Figure 8. Illustration of the frontogenetical mechanism as demonstrated by the HOPS; a) salinity initialization from NODC historical data, b) salinity field prediction for 24 hours later.




The real time operational forecasts assimilated CTD data from both the prior day's AUV missions and a daily survey from a charter vessel. The charter vessel sampling was subjectively designed each day by the Harvard group based on the HOPS forecast. The daily AUV mission and CTD surveys were carried out nominally from 6 a.m. to 12 noon. Thus the daily forecasts were of 36 hours duration in order to allow the assimilation of the prior day's data and to extend into the forecast day's mission time. For each forecast, temperature and salinity were initialized by climatology. A systematic verification study is in progress. A successful example is presented on Fig. 9 for 25 June 1996. The initial temperature and salinity are shown on Fig. 9a,b and the predicted fronts during ebb and at about midpoint of the morning AUV operation are shown on Fig. 9c,d. Guided by this prediction CTD carried by an AUV accomplished a successful and detailed sampling of the front which also provided an excellent verification of the HOPS forecast. The AUV salinity section on Fig. 9e was obtained by the vehicle yo-yoing between the surface and 20 m along a 3 km track normal to the front at about 48° 39' N; the vehicle reversed direction half-way through the mission and thus crossed the front twice.




Figure 9a and 9b
Figure 9c and 9d

Figure 9e

Figure 9. Example of verification of HOPS forecasts for 25 June 1996; a) temperature initialization field, b) salinity initialization field, c) temperature forecast, d) salinity forecast, e) AUV sampled salinity section.
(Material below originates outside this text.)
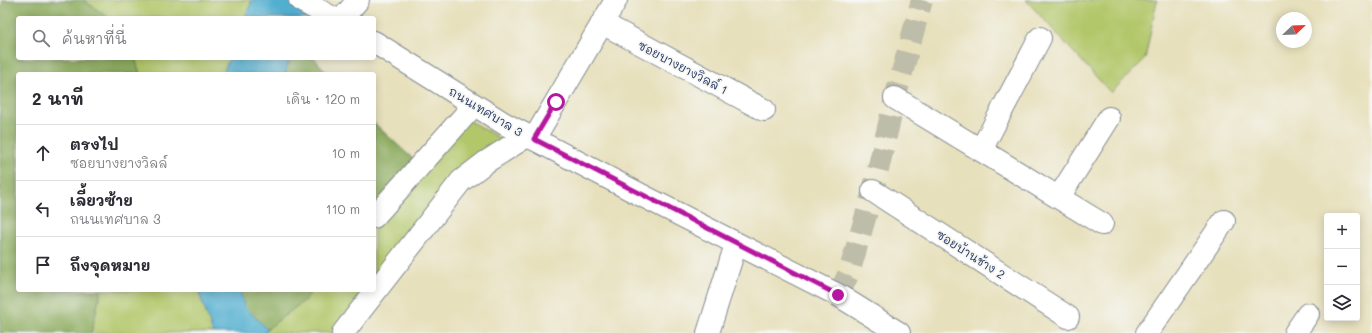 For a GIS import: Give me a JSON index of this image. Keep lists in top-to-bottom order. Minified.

3.3  The Atlantic Ionian Stream in the Strait of Sicily and the Western Ionian Sea

South of the island of Sicily and north of the African coast, a narrow strait (Fig. 10) connects the western and eastern basins of the Mediterranean Sea. In the west there is a shallow ( » 250m) sill and to the east a steep shelfbreak, past which the bottom plunges from only a few hundred meters to the depth of two to three thousand meters. The shelfbreak fans out to the south and the shelf-slope region north of Libya is broad and gentle. The flow in the region is driven both by Mediterranean general circulation features and local atmospheric fluxes. In the upper ocean, relatively fresh water of Atlantic origin flows eastward in a topographically controlled jet, the Atlantic Ionian Stream (AIS) (Fig. 11), which, after flowing northward along the narrow shelfbreak, separates into the western Ionian Sea. Wind-driving can maintain a coastal current off Sicily and can induce biologically important upwelling events. In 1994, the Harvard group undertook the development of a regional forecast system for this region in collaboration with SACLANT Undersea Research Centre scientists, led initially by Dr. Alex Warn-Varnas and subsequently by Dr. Jurgen Sellschopp. The region was chosen as a test bed for developing HOPS coastal capabilities because of its challenging geometry and topography and the variety of interactive processes and driving mechanisms. An exploratory cruise in November, 1994 (AIS 94) led to the design of a definitive survey for the regional circulation features, which was completed in October, 1995 (AIS 95) [Robinson et al., 1998]. From mid-August to early October in 1996, NATO navies carried out in this region an exercise in rapid environmental assessment called Rapid Response 96 (RR96) during which HOPS was used for real time operational nowcasts and forecasts [Sellschopp and Robinson, 1997].




Figure 10
Figure 11
Figure 10. The Strait of Sicily region. The black box indicates the numerical modeling domain. The red lines identify standard sections for which products were produced during an operational exercise.
Figure 11. Near-surface temperature fields during Rapid Response '96; a) analysis field for 24 August 1996, b) 3 day forecast.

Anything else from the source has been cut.